→ Goal of the exercise:
Look through the records below for the line with "position:absolute; left:28px; top:28px;" and the line with "position:absolute; left:2152px; top:21px;", then return those lines and all lines between, exactly.

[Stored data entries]
━━━━━━━━

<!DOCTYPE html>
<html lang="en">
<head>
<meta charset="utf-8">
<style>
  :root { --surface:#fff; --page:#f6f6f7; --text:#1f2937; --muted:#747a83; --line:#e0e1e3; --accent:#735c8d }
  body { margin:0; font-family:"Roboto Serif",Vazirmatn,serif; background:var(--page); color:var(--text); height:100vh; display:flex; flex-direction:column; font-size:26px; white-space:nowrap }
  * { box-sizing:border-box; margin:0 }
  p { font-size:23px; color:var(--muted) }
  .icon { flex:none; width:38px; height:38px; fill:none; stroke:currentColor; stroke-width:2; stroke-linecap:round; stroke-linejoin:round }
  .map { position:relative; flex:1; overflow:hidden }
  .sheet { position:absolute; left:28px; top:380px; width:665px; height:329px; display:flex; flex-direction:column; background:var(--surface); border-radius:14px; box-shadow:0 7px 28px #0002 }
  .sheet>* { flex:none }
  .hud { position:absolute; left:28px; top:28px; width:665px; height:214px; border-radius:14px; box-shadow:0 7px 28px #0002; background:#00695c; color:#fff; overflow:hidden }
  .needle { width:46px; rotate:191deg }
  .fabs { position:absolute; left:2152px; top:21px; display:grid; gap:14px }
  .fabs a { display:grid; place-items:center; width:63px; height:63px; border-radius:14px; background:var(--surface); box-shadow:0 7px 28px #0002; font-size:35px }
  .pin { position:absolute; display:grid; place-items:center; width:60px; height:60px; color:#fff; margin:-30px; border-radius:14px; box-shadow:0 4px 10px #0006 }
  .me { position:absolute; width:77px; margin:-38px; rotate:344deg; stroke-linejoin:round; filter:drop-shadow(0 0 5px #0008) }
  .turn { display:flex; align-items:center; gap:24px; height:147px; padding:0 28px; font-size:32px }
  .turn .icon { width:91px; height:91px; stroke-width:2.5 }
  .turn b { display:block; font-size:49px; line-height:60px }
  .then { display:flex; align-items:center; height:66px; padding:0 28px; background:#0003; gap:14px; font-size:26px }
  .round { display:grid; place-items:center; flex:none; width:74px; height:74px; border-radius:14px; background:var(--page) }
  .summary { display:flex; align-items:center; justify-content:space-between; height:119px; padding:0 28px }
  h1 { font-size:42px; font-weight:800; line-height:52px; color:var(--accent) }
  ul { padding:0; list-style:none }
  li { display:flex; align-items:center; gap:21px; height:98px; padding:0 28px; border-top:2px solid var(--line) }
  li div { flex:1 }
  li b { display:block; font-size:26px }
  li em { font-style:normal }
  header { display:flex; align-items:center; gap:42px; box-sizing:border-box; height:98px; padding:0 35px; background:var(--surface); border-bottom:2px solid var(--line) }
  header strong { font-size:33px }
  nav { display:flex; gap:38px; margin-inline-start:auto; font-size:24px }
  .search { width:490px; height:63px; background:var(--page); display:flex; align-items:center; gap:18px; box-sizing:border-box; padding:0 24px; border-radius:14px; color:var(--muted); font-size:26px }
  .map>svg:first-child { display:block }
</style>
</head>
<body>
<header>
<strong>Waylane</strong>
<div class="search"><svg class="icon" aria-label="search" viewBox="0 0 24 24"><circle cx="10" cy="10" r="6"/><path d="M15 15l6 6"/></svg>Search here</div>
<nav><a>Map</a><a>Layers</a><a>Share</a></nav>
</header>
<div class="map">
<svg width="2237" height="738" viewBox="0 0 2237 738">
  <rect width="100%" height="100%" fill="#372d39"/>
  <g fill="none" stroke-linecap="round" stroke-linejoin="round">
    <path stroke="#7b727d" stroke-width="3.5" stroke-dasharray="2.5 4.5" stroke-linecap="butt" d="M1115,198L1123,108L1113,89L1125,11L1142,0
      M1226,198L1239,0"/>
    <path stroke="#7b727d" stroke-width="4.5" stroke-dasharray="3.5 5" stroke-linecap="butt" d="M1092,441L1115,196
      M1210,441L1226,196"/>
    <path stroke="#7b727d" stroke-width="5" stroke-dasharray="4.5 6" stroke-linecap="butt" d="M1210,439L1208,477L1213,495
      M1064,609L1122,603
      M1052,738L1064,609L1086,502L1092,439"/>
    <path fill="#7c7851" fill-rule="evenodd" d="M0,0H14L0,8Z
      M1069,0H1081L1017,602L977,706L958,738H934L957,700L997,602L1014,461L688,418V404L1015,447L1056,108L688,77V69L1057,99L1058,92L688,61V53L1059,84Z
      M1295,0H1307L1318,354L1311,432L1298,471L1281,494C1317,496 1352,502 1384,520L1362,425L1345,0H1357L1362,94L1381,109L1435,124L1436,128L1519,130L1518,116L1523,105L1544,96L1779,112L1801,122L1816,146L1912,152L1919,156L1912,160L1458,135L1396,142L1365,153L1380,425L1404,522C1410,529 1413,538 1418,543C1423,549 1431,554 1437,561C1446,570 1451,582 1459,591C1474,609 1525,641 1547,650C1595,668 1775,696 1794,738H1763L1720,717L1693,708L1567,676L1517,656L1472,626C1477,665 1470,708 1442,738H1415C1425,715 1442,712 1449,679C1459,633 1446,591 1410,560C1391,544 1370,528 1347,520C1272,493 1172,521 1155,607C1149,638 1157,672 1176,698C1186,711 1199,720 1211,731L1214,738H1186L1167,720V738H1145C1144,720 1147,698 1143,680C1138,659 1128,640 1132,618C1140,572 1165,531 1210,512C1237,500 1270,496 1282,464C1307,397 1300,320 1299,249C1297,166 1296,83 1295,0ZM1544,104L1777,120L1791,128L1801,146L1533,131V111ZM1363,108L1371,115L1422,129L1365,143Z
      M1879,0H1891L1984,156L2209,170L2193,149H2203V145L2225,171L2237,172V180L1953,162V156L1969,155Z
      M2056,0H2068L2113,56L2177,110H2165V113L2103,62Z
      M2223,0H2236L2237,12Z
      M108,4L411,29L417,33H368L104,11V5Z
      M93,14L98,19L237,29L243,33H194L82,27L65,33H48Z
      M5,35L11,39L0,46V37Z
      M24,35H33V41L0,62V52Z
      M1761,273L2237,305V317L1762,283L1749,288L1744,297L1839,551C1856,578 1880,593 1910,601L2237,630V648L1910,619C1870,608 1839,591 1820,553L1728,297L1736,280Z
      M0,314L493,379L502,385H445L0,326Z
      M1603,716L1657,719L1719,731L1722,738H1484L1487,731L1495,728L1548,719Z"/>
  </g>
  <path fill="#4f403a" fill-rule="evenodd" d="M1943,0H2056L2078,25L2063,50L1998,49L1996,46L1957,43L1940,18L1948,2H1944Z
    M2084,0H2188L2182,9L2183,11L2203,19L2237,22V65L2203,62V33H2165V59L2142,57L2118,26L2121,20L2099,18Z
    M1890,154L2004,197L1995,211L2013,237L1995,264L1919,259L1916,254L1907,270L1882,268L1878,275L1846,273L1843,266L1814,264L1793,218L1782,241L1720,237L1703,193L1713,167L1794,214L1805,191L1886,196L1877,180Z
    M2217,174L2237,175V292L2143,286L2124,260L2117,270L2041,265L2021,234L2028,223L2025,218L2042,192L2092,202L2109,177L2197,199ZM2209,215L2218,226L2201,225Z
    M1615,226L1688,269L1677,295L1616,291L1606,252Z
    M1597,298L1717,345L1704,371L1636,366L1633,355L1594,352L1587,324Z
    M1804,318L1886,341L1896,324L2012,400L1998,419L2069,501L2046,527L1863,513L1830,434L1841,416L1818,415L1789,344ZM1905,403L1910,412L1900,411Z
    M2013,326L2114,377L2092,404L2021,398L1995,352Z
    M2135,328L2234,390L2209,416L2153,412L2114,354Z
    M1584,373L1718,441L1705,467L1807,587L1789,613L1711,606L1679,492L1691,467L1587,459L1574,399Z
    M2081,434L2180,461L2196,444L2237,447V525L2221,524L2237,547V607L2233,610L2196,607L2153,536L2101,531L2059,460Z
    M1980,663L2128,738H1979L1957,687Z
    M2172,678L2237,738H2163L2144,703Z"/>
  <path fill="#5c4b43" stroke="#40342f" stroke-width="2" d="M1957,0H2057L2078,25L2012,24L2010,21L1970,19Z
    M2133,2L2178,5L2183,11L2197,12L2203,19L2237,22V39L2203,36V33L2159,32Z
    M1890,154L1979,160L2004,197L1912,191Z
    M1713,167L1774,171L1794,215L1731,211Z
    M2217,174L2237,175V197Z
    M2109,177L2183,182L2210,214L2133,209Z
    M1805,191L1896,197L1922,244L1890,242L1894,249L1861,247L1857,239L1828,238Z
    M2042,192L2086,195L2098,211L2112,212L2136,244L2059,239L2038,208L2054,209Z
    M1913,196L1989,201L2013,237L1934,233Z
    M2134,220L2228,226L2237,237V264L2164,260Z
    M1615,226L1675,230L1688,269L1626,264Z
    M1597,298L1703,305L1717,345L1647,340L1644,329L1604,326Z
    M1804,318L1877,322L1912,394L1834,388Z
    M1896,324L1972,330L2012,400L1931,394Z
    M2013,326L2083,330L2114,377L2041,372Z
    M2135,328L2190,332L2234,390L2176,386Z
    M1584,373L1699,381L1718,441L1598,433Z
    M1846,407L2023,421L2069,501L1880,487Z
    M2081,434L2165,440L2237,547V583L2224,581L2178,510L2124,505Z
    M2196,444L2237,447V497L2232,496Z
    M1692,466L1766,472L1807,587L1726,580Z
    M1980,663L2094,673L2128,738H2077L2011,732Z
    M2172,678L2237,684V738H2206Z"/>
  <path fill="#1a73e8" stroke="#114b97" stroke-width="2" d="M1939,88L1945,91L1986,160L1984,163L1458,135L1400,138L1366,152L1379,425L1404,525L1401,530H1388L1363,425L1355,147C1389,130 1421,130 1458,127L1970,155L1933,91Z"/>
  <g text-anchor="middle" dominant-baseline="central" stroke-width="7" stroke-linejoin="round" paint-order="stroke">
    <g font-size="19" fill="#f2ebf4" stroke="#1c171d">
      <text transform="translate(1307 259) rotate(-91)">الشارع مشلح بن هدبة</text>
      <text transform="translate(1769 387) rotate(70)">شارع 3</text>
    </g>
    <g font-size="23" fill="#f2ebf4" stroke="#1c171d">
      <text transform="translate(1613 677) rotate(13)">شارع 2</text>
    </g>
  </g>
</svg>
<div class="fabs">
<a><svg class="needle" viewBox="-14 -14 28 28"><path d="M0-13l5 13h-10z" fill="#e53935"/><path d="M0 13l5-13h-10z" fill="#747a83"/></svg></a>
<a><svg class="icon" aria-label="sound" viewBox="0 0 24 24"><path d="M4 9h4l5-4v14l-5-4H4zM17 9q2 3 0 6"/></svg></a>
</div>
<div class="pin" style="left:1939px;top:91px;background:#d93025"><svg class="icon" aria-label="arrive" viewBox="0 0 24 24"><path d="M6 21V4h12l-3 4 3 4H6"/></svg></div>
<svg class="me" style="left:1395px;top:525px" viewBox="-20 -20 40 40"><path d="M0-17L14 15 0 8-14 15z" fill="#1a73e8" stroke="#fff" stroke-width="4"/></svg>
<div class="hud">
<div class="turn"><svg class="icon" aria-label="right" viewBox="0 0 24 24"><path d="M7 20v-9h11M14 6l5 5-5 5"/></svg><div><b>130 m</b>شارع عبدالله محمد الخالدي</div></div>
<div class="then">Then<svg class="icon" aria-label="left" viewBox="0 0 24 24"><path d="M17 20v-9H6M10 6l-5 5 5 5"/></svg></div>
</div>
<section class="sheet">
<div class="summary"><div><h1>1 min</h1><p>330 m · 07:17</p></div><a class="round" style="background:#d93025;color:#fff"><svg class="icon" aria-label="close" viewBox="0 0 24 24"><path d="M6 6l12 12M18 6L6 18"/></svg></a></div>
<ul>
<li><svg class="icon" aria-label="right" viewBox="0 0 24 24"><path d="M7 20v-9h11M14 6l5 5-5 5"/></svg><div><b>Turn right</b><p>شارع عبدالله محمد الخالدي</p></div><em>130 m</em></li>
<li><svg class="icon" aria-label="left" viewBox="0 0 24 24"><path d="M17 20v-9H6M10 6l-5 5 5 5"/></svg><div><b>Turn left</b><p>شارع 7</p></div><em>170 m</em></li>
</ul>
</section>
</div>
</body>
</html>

━━━━━━━━

→ Solution:
  .hud { position:absolute; left:28px; top:28px; width:665px; height:214px; border-radius:14px; box-shadow:0 7px 28px #0002; background:#00695c; color:#fff; overflow:hidden }
  .needle { width:46px; rotate:191deg }
  .fabs { position:absolute; left:2152px; top:21px; display:grid; gap:14px }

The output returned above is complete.